Cierto turista estaba visitando un gran museo en el que abundaban las obras maestras de un valor incalculable, de belleza intemporal y de indiscutible genio. Al final del recorrido, dijo al guía: «¿Sabe lo que le digo? Que no me parecen gran cosa sus viejas pinturas.» A lo que contestó reposadamente el guía: «Caballero, le recuerdo que estas obras no están en tela de juicio; pero los que las contemplan, sí.»
Todo lo que había mostrado la reacción de aquella persona era su propia lamentable ceguera. Su juicio despectivo se había vuelto contra sí misma. Y eso es lo que nos pasa en relación con Jesús. Si ante Su presencia el alma responde a Su maravilla y belleza, se está en el camino de la salvación. Si ante Su figura no vemos nada amable, estamos condenados. Nuestra reacción nos ha salvado o nos ha condenado. Dios envió a Jesús por amor. Le envió para nuestra salvación, pero lo que se hizo por amor ha resultado para condenación. No es Dios el Que condena; Dios solamente ama; es cada uno el que se condena a sí mismo.

El que reacciona hostilmente ante Jesús es que prefiere la oscuridad a la Luz. Lo terrible de las personas que son buenas de veras es que siempre producen un cierto elemento inconsciente de condenación. Esto sucede porque, cuando nos comparamos con ellas, nos vemos tal como somos en realidad. Alcibíades era un genio malogrado, un compañero de Sócrates, al que decía a veces: «¡Sócrates, te odio porque siempre que te encuentro me haces verme como soy en realidad!» El que está metido en negocios turbios no quiere que se le dirija el reflector; pero el que lleva las cosas claras no le tiene ningún miedo a la Luz.

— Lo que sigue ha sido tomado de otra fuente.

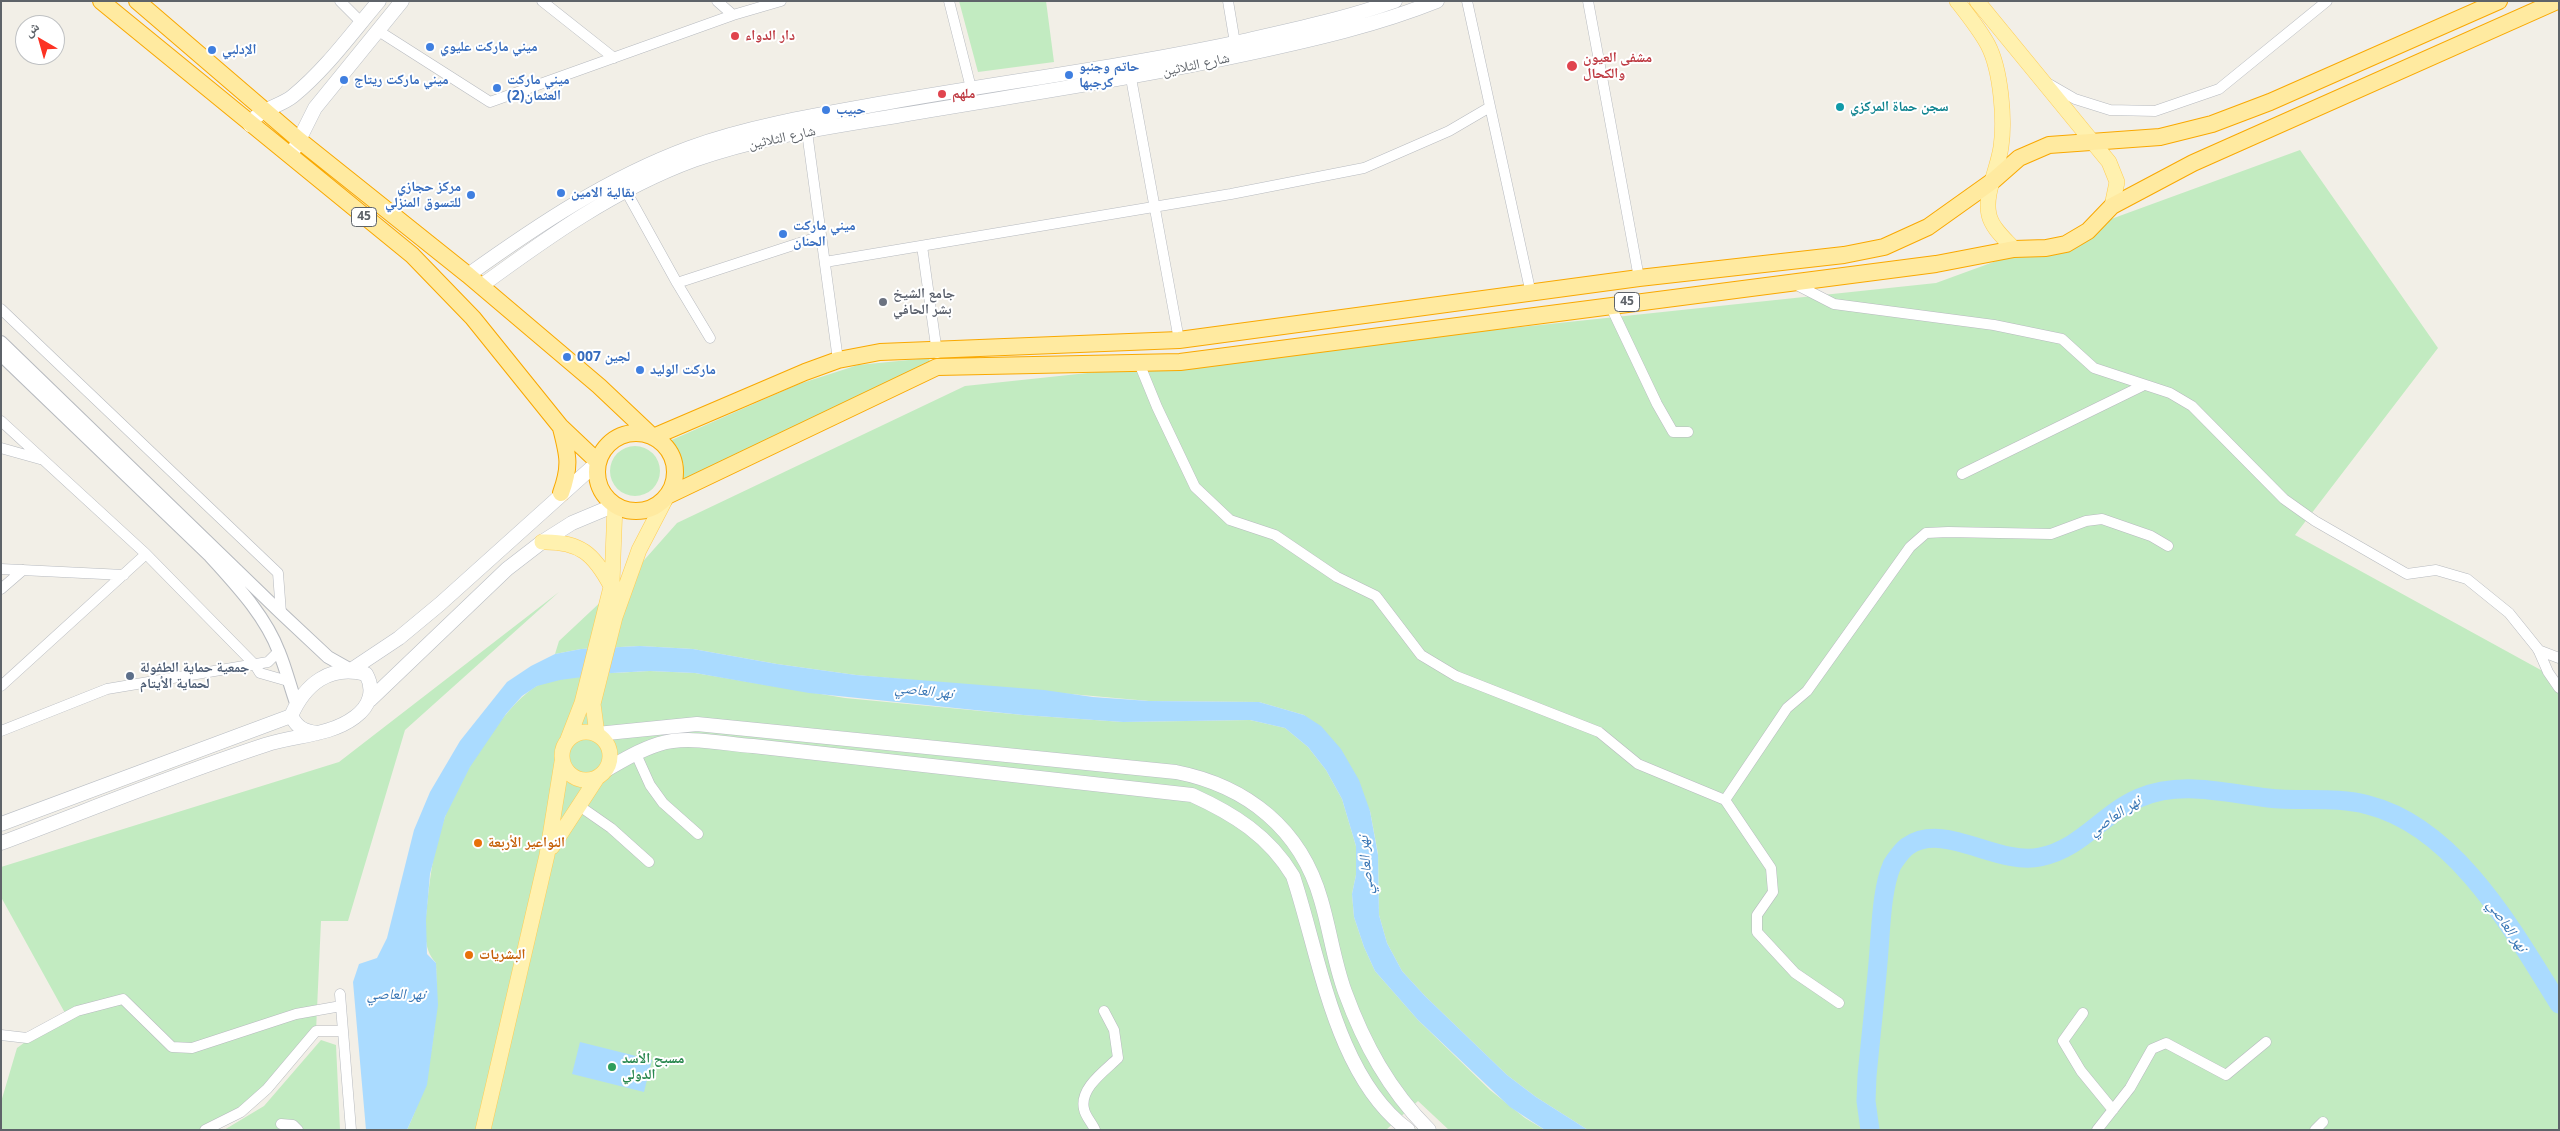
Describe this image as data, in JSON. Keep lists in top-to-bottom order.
{
  "streets": {
    "highway": ["45"],
    "main road": ["شارع الثلاثين"]
  },
  "crossings": [
    ["شارع الثلاثين", "45"]
  ],
  "water": ["نهر العاصي"],
  "places": [
    "دار الدواء",
    "ميني ماركت عليوي",
    "الإدلبي",
    "مشفى العيون والكحال",
    "حاتم وجنبو كرجبها",
    "ميني ماركت ريتاج",
    "ميني ماركت العثمان(2)",
    "ملهم",
    "سجن حماة المركزي",
    "حبيب",
    "بقالية الامين",
    "مركز حجازي للتسوق المنزلي",
    "ميني ماركت الحنان",
    "جامع الشيخ بشر الحافي",
    "لجين 007",
    "ماركت الوليد",
    "جمعية حماية الطفولة لحماية الأيتام",
    "النواعير الأربعة",
    "البشريات",
    "مسبح الأسد الدولي"
  ],
  "north": "top left"
}
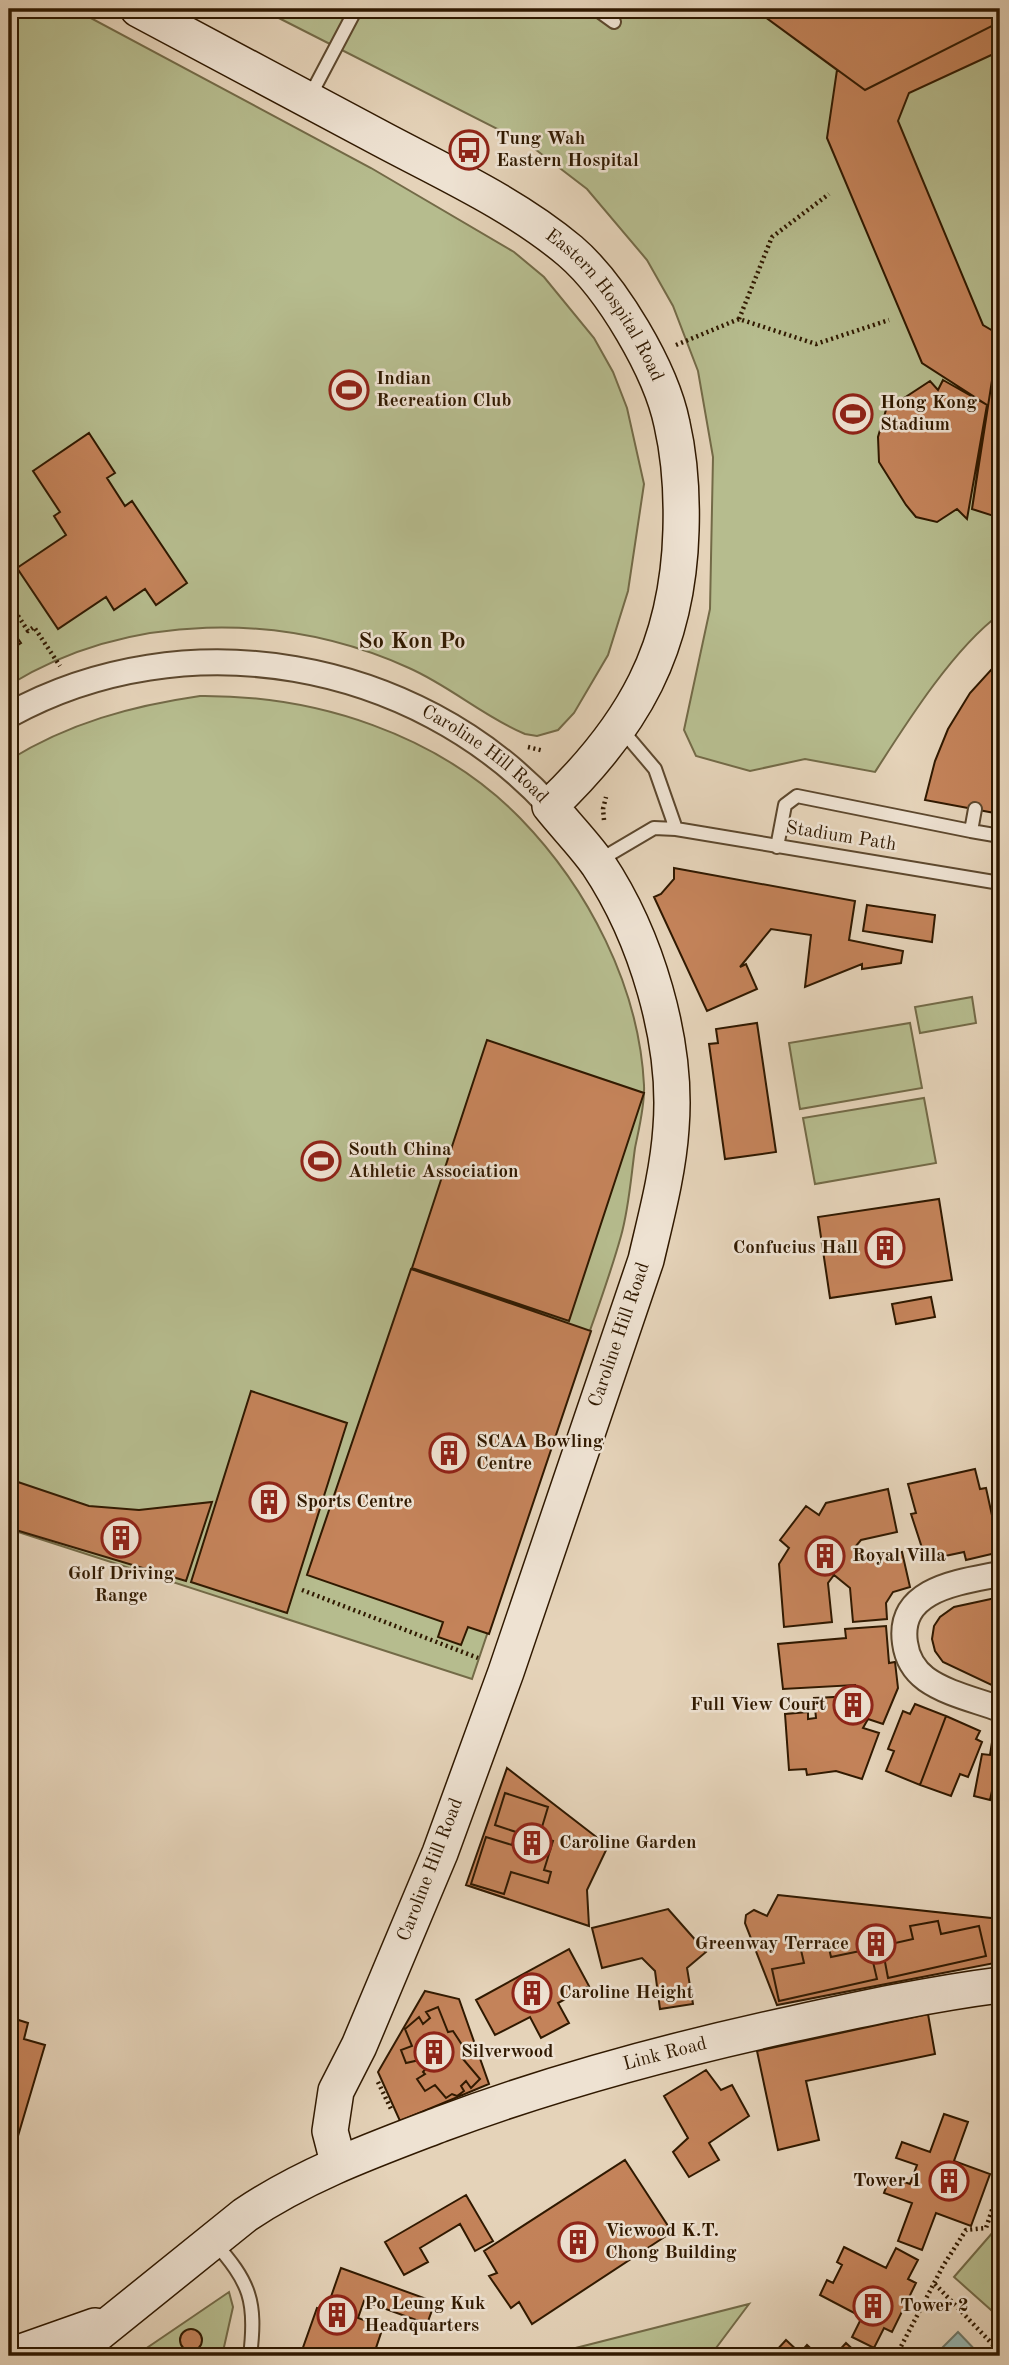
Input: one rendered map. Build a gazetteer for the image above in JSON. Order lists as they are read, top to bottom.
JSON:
{
  "streets": {
    "street": ["Eastern Hospital Road", "Caroline Hill Road", "Link Road"],
    "lane": ["Stadium Path"]
  },
  "crossings": [
    ["Eastern Hospital Road", "Caroline Hill Road"],
    ["Caroline Hill Road", "Stadium Path"],
    ["Caroline Hill Road", "Link Road"]
  ],
  "districts": ["So Kon Po"],
  "places": {
    "bus stop": ["Tung Wah Eastern Hospital"],
    "sports": ["Indian Recreation Club", "Hong Kong Stadium", "South China Athletic Association"],
    "building": [
      "Confucius Hall",
      "SCAA Bowling Centre",
      "Sports Centre",
      "Golf Driving Range",
      "Royal Villa",
      "Full View Court",
      "Caroline Garden",
      "Greenway Terrace",
      "Caroline Height",
      "Silverwood",
      "Tower 1",
      "Vicwood K.T. Chong Building",
      "Tower 2",
      "Po Leung Kuk Headquarters"
    ]
  }
}
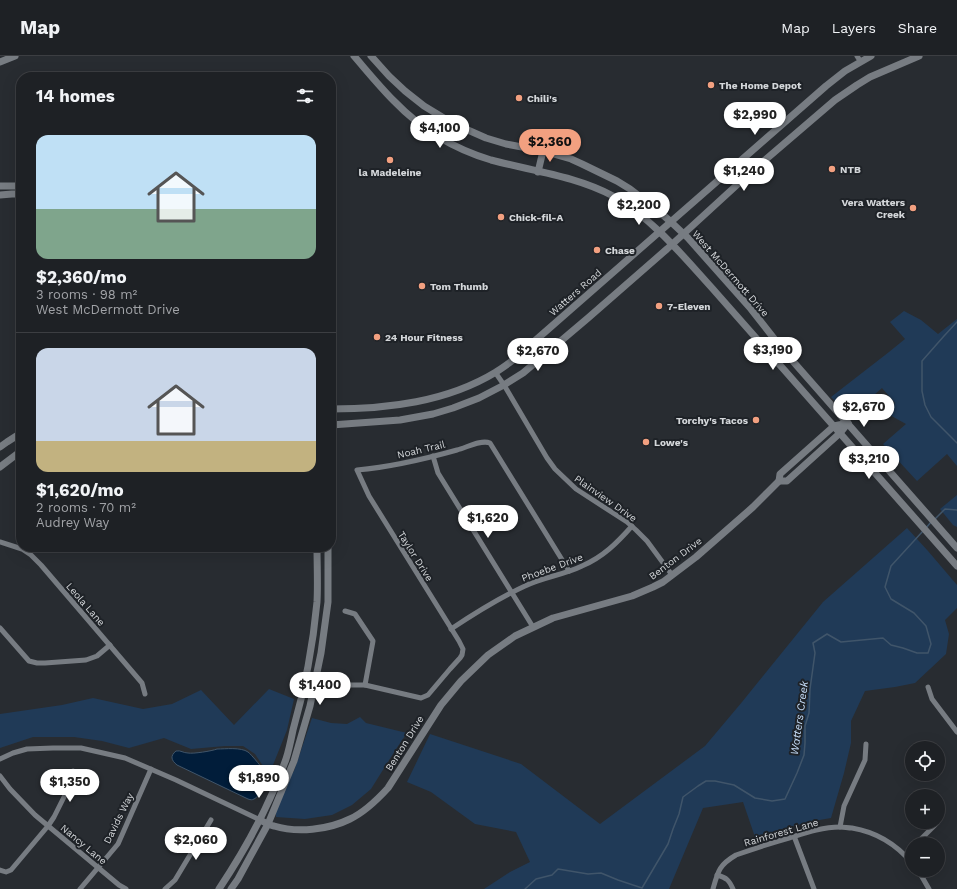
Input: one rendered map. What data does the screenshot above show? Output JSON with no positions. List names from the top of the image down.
{
  "streets": {
    "main road": ["West McDermott Drive", "Watters Road", "Benton Drive"],
    "street": [
      "Noah Trail",
      "Plainview Drive",
      "Taylor Drive",
      "Phoebe Drive",
      "Leola Lane",
      "Davids Way",
      "Rainforest Lane",
      "Nancy Lane"
    ]
  },
  "crossings": [
    ["West McDermott Drive", "Watters Road"],
    ["West McDermott Drive", "Benton Drive"],
    ["Watters Road", "Plainview Drive"],
    ["Noah Trail", "Taylor Drive"],
    ["Noah Trail", "Phoebe Drive"],
    ["Plainview Drive", "Benton Drive"],
    ["Plainview Drive", "Phoebe Drive"],
    ["Taylor Drive", "Phoebe Drive"],
    ["Benton Drive", "Davids Way"],
    ["Davids Way", "Nancy Lane"]
  ],
  "water": ["Watters Creek"],
  "places": [
    "The Home Depot",
    "Chili's",
    "la Madeleine",
    "NTB",
    "Vera Watters Creek",
    "Chick-fil-A",
    "Chase",
    "Tom Thumb",
    "7-Eleven",
    "24 Hour Fitness",
    "Torchy's Tacos",
    "Lowe's"
  ],
  "page": {
    "header": "Map",
    "nav": ["Map", "Layers", "Share"],
    "heading": "14 homes",
    "price": [
      "$2,990",
      "$4,100",
      "$2,360",
      "$1,240",
      "$2,200",
      "$3,190",
      "$2,670",
      "$2,670",
      "$3,210",
      "$1,620",
      "$1,400",
      "$1,890",
      "$1,350",
      "$2,060"
    ],
    "list": [
      {
        "name": "$2,360/mo",
        "note": "3 rooms · 98 m² · West McDermott Drive"
      },
      {
        "name": "$1,620/mo",
        "note": "2 rooms · 70 m² · Audrey Way"
      }
    ],
    "map_buttons": ["+", "−"]
  }
}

Una vez le vino un arquitecto a Platón a ofrecérsele para hacerle una casa cuyas habitaciones no se pudieran ver desde ningún sitio.

Platón le dijo: «Te daré el doble si me haces una casa cuyas habitaciones se puedan ver desde todas partes.»
Es sólo el malhechor el que no se quiere ver a sí mismo ni que nadie le vea. Una persona así es inevitable que aborrezca a Jesucristo, Que le hará verse tal como es, que es lo último que quiere ver. Prefiere sentirse arropado por la oscuridad antes que descubierto por la Luz.
Por su reacción ante Jesucristo, una persona se revela y su alma queda al descubierto. Si Le recibe con amor y con anhelo de mejorar, hay esperanza; pero si no ve nada atractivo en Jesús, se condena a sí misma. El Que le fue enviado por amor Se le ha convertido en un juicio.